All of these competitions can be directly tailored to directly increase the value of the optimism ecosystem for the long term, accelerating our flywheel and moving us closer to the optimistic vision.


While the OP Foundation might host their own competitions, I think the option should be open for community members or community governance to run it’s own. The design space is really large for these, and funding multiple attempts might be a good idea until we find what is most effective.

If you made it this far, thank you for taking the time to read. I’ll leave you with a few open questions that might be useful topics of discussion:

  • How would a community-run competition work?
  • Could anyone apply to create and host a competition?
  • Would these organizers be compensated for their work?
  • How do we prevent the gaming of the system (i.e. hosting a sham competition and pocketing the prizes)?
  • What kinds of competitions would you most like to see?

Stay Optimistic,
-Michael :heart: :sparkles:


[quote=“Michael, post:1, topic:4318”]

  • Hackathons

  • Social/awareness

  • Business Dev

  • Education/onboarding

I think this is a really great idea! Competitions especially within the educational category would increase the quantity and more importantly the quality of the Optimism related content out there. Which I believe fills quite a large gap. The network is growing so fast with so many new products being developed, the educational content to go along with those products tends to lag.

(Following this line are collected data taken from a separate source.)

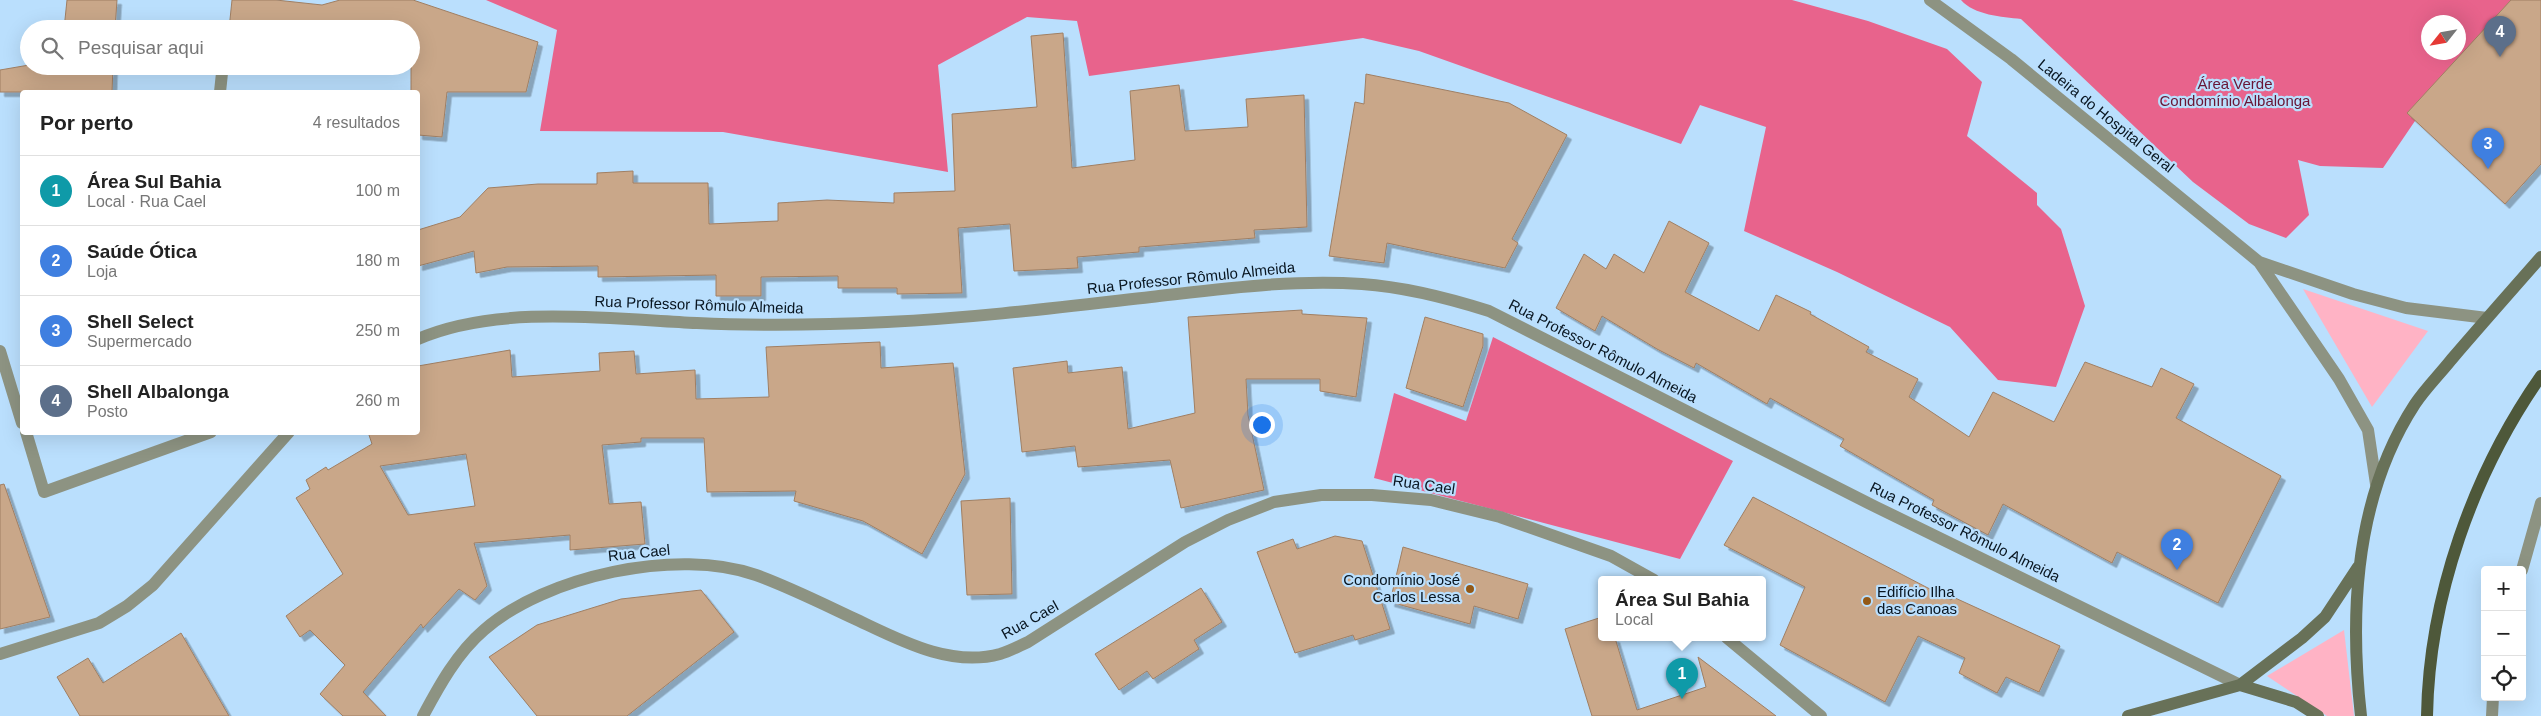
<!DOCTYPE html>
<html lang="pt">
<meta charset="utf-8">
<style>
body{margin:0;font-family:Arial,sans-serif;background:#f2f2f2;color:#222}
.controls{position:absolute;right:15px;bottom:15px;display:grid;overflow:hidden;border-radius:5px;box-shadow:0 5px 20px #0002}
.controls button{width:45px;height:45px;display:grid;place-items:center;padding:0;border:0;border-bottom:1px solid #e0e0e0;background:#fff;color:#222;font:25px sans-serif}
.compass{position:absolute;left:2421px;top:15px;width:45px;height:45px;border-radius:50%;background:#fff;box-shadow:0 5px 20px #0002;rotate:239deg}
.you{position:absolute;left:1261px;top:424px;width:18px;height:18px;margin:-12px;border:4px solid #fff;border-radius:50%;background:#1a73e8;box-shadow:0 0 0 8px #1a73e833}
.badge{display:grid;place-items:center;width:32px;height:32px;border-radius:50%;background:#2563eb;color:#fff;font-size:16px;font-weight:700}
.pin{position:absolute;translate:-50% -41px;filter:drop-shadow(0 1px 2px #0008)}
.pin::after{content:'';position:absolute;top:26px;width:18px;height:15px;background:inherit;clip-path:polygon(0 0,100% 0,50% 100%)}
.popup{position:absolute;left:1598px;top:576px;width:168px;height:65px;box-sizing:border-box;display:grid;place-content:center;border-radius:5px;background:#fff;filter:drop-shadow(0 1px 4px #0005);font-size:16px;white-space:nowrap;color:#767676}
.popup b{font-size:19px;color:#222}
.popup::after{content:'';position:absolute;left:50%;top:100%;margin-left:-10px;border:10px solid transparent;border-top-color:#fff}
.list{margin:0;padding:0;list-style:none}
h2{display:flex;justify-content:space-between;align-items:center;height:65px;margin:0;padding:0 20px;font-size:21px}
h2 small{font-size:16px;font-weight:400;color:#767676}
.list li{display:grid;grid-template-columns:32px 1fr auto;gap:15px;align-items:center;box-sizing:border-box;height:70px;padding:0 20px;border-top:1px solid #e0e0e0}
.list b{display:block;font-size:19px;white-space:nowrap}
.list p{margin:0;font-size:16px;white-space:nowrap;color:#767676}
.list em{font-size:16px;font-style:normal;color:#767676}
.icon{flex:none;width:28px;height:28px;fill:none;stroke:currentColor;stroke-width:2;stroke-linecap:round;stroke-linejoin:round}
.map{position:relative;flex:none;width:2541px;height:716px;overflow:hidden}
.search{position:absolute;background:#fff;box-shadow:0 5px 20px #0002;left:20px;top:20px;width:400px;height:55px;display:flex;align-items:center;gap:12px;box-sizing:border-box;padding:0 18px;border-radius:28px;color:#767676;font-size:19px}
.panel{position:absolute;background:#fff;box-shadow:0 5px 20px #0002;left:20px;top:90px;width:400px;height:345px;border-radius:5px}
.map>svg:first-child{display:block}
</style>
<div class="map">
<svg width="2541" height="716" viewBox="0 0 2541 716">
<defs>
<filter id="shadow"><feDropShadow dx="4.5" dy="4.5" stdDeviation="0" flood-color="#0004"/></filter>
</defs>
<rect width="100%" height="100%" fill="#badffd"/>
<path fill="#ffb3c5" d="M 2303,289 L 2428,331 L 2372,407 Z
M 2344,630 L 2354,716 L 2327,716 L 2267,676 Z"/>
<path fill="#e8638c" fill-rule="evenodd" d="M 486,0 L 1792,0 L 1868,21 L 1947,49 L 1982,82 L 1967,136 L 2037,193 L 2037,205 L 2061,229 L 2085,306 L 2056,387 L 1998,380 L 1950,327 L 1837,272 L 1744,231 L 1766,127 L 1700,105 L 1681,144 L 1419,51 L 1363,38 L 1089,76 L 1077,21 L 1027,17 L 938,65 L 948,172 L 723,132 L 540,131 L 557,30 Z
M 1961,0 L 2511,0 L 2492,24 L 2451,68 L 2383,168 L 2320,166 L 2298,160 L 2309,215 L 2286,238 L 2249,224 L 2193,182 L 2021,19 C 2002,17 1974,15 1961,0 ZM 2428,22 L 2458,22 L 2458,52 L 2428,52 Z
M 1493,337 L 1733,461 L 1680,559 L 1374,478 L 1394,393 L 1466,421 Z"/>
<path fill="#c9a789" stroke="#a07f63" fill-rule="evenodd" filter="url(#shadow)" d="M 67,0 L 117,0 L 115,29 L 64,29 Z
M 232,0 L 276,0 L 322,5 L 340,0 L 413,0 L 538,42 L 526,92 L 447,92 L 442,137 L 418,135 L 418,92 L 411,92 L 411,29 L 229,29 Z
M 2511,0 L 2541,0 L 2541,164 L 2505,204 L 2407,113 Z
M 1063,33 L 1072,168 L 1135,160 L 1130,91 L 1179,85 L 1185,131 L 1248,127 L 1246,99 L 1304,95 L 1307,227 L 1254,230 L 1255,238 L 1139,247 L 1139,252 L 1077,257 L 1078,268 L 1014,271 L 1010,224 L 958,228 L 962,293 L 897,294 L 897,288 L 838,288 L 838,276 L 761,277 L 761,296 L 716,296 L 716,275 L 598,277 L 598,266 L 507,267 L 476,273 L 474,251 L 418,266 L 418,230 L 460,217 L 488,188 L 538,184 L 597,184 L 597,173 L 633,171 L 633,183 L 708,183 L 709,224 L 778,221 L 778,203 L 827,200 L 894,203 L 894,193 L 955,191 L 952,114 L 1037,107 L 1031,36 Z
M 29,65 L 113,66 L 112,92 L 0,92 L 0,70 Z
M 1366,74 L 1509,103 L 1567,135 L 1512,239 L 1518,243 L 1505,268 L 1387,243 L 1384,263 L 1329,256 L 1355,102 L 1364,104 Z
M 1669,221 L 1709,243 L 1685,292 L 1759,331 L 1776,295 L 1811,312 L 1810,314 L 1869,347 L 1866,352 L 1918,379 L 1909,397 L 1969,437 L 1993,392 L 2054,422 L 2085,362 L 2152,387 L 2161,368 L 2194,384 L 2176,418 L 2281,476 L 2218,603 L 2117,552 L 2112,563 L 2003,504 L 1988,535 L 1932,505 L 1934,500 L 1840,446 L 1844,439 L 1770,398 L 1767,404 L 1696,363 L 1694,368 L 1657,349 L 1602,316 L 1595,331 L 1556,308 L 1584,254 L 1606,269 L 1614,254 L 1644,273 Z
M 1302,310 L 1302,314 L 1367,318 L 1356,397 L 1320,391 L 1320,379 L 1246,379 L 1248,415 L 1264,490 L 1181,508 L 1170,460 L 1078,467 L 1075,446 L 1022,452 L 1013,368 L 1067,361 L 1068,373 L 1122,367 L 1128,429 L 1195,413 L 1188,317 Z
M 1425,317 L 1483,334 L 1483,346 L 1463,407 L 1406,388 Z
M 880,342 L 881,368 L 953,363 L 965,474 L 922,554 L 863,521 L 794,501 L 796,491 L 707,492 L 704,438 L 641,438 L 641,442 L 602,445 L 609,504 L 641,502 L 645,544 L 570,550 L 570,535 L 474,543 L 487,586 L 475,600 L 459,589 L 423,628 L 421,624 L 363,692 L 386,716 L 343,716 L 320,694 L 345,665 L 310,630 L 300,637 L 286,616 L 343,574 L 296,498 L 310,489 L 306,480 L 326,467 L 328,470 L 372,444 L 368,432 L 418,432 L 418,366 L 510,350 L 512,377 L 600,371 L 599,353 L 634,351 L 636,374 L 695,370 L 696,399 L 769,397 L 766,347 ZM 466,454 L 475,506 L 408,515 L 380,466 Z
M 4,484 L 50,617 L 0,629 L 0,485 Z
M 1753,497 L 1951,600 L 1953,597 L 2060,646 L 2039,692 L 2006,677 L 1997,693 L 1959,673 L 1965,658 L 1918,636 L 1885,702 L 1780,645 L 1805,587 L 1724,545 Z
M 1010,498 L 1012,594 L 967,595 L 961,501 Z
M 1335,536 L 1362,541 L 1390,629 L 1355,640 L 1353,635 L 1295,653 L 1257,552 L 1293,539 L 1297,549 Z
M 1403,547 L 1528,584 L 1518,619 L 1474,606 L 1470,624 L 1390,602 Z
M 1201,588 L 1222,622 L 1194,640 L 1199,649 L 1153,679 L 1147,671 L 1119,690 L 1095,654 Z
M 701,590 L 734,632 L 627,716 L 537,716 L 489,657 L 537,625 L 621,599 Z
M 1602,617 L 1602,638 L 1615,638 L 1637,710 L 1706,687 L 1698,657 L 1776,716 L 1592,716 L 1565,629 Z
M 181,633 L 229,716 L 80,716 L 57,677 L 88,658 L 103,683 Z"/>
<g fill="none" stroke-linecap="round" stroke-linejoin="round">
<path stroke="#8d9382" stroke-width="12" d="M 1930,0 L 2011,59 L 2259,262 L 2339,379 L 2368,430 L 2376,484
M 2259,262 L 2353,294 L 2406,308 L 2487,318
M 2522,570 L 2541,503
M 2492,716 L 2493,697"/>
<path stroke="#8d9382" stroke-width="12" d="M 220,92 L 222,73
M 418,339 C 498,304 611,319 697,323 C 760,326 823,325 887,322 C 975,318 1063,307 1151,297 C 1221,289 1292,279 1362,284 C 1405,287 1448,298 1489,311 L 1876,507 L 2240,685
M 0,351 L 22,423
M 26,432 L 44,492 L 211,432
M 1727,638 L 1821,716
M 0,654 L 99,623 L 127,606 L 153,585 L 289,432
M 423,716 C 439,686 457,653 484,630 C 545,576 678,547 756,575 C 789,587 821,603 853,618 C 898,639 949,668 1000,654 C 1010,651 1019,646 1028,642 L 1185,542 L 1228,520 L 1274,502 L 1321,495 L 1372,495 L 1431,500 L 1500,517 L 1611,556 L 1654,580"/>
<path stroke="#687158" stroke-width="12" d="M 2240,685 L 2296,702 L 2318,716
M 2128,716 L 2240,685 L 2302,638 L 2325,617 L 2358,567
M 2361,716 C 2349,610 2355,496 2415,404 C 2425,389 2439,375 2451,360 C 2481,325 2511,291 2541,257"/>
<path stroke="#4e583a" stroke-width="12" d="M 2427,716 C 2429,597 2473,473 2541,376"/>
</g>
<g fill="#935917" stroke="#badffd" stroke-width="2">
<circle cx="1470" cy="589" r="5"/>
<circle cx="1867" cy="601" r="5"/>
</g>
<g text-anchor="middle" stroke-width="4.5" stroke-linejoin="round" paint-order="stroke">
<g font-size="15" fill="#691535" stroke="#badffd">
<text x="2235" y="89">Área Verde<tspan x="2235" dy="17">Condomínio Albalonga</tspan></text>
</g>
<g font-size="15" fill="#081520" stroke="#badffd">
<text transform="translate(2106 116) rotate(39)" y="5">Ladeira do Hospital Geral</text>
<text transform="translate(1191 278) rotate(-6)" y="5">Rua Professor Rômulo Almeida</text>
<text transform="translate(699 305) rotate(2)" y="5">Rua Professor Rômulo Almeida</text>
<text transform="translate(1603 351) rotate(27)" y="5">Rua Professor Rômulo Almeida</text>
<text transform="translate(1424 485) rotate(8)" y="5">Rua Cael</text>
<text transform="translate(1965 532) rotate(26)" y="5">Rua Professor Rômulo Almeida</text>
<text transform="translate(639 553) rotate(-6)" y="5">Rua Cael</text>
<text transform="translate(1030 620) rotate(-29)" y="5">Rua Cael</text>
</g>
<g font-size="15" fill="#081520" stroke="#badffd" text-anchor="end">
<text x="1460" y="585">Condomínio José<tspan x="1460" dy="17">Carlos Lessa</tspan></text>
<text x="1877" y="597" text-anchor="start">Edifício Ilha<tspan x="1877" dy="17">das Canoas</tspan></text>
</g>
</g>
</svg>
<div class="controls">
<button>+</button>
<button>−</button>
<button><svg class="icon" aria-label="locate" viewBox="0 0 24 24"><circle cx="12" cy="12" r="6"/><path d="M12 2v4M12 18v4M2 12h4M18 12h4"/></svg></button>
</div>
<svg class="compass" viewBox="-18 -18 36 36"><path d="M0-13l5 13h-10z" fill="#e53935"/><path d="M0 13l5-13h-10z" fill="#767676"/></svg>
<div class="you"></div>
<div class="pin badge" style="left:1682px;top:699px;background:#0f9aa8">1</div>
<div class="popup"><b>Área Sul Bahia</b>Local</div>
<div class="pin badge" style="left:2177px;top:570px;background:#3f7fe0">2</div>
<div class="pin badge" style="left:2488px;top:169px;background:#3f7fe0">3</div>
<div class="pin badge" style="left:2500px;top:57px;background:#5c6f8a">4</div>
<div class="search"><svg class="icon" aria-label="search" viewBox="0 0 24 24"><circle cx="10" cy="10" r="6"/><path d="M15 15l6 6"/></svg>Pesquisar aqui</div>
<section class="panel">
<h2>Por perto<small>4 resultados</small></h2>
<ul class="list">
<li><span class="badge" style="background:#0f9aa8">1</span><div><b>Área Sul Bahia</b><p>Local · Rua Cael</p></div><em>100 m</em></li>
<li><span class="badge" style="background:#3f7fe0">2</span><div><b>Saúde Ótica</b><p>Loja</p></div><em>180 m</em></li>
<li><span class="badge" style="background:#3f7fe0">3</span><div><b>Shell Select</b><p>Supermercado</p></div><em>250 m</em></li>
<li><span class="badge" style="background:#5c6f8a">4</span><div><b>Shell Albalonga</b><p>Posto</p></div><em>260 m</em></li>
</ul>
</section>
</div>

My suggestion would be to start small and iterate. Maybe start with a trusted sub-set of OP community members to run these competitions. I think a great place to start would be with Optimism Ambassadors maybe? They are out there and plugged in so know what competitions may be of the most value and can really get the word out.


I think the Optimism Foundation knows this is the next step, which is why part of the future council has 3 members dedicated to approving developer events like hackathons.

Quote from:

  • Builders Sub-Committee:
    • Goal: maximize the number of developers building on Optimism
    • Non-goal: retroactive funding
    • Possible RPFs: prospective builder grants for new projects, hackathons, technical content
    • Format: proposers receive grants, suggested to be <50k OP, which are locked for a period of 1-year. If access to upfront capital is a blocker for applicants, Optimism may put them in touch with alternative resources to support teams in this position.
    • Budget: 850k OP / Season
    • Reviewers: 3 (see below)
    • Consensus: 2/3 vote required to fund a grant

There are already plenty of DAOs and developer organizations we should reach out to. For example, Secureum makes a developer race every month:

This is already happening we just have to incentivize moving it to Optimism.

Yes but I think either the competition should be ready so we can verify how it works, or the hosts already have some background in doing this kind of thing.

This one it’s tricky because they are promoting their own brand with OP prices so this is mostly a win-win situation without payment. If they charge for any other service then $OP prices are good marketing for their brand and they attract more clients. If the host it’s a nonprofit living on donations then this is the same case, OP used as prices will create marketing enough to bring in more donations. I think this will have to be examined on each proposal.

Clear rules from the beginning
Well-known organizations with hackathon history can have bigger prices but they should apply full transparency
New hosts can have an OP request limit for their first event and earn trust step by step
All hosts would post a thread for accountability like grants approved from season 2

good times are ahead!


Not a bad idea! Theoretically trusted community members would be more likely to have a grant request approved so maybe this is baked into the system a little bit already.

The other thing we could do is set things up to be milestone-based. We can only distribute the $OP needed to run the competition and let the grants council distribute the prizes.

I think one step would be to encourage anyone that want’s to put on a competition to do it once we have an idea of what that looks like. The OP Ambassadors might be a great place to start for this.

I also totally agree, the new apps/protocols are growing much faster than the educational content!


It’s interesting, in my mind when I was making this post I was picture community members that wanted to randomly organize a competition (for example some community member decides to set up the rules, infrastructure, and marketing for a “best OP memes” competition) rather than companies/protocols that wanted to do a competition directly with their tech. I actually think both are interesting but you’re right, it does come down to evaluating case-by-case.

I love seeing these ideas because they are some things that I never would have even thought of in the first place. The IAmTheOptimizer one seems really cool.

I think one goal for next season would be to try and get a lot of these going but with smaller budgets of OP. It would let us experiment with what works and then the following season we could repeat the successful ones but at a bigger scale.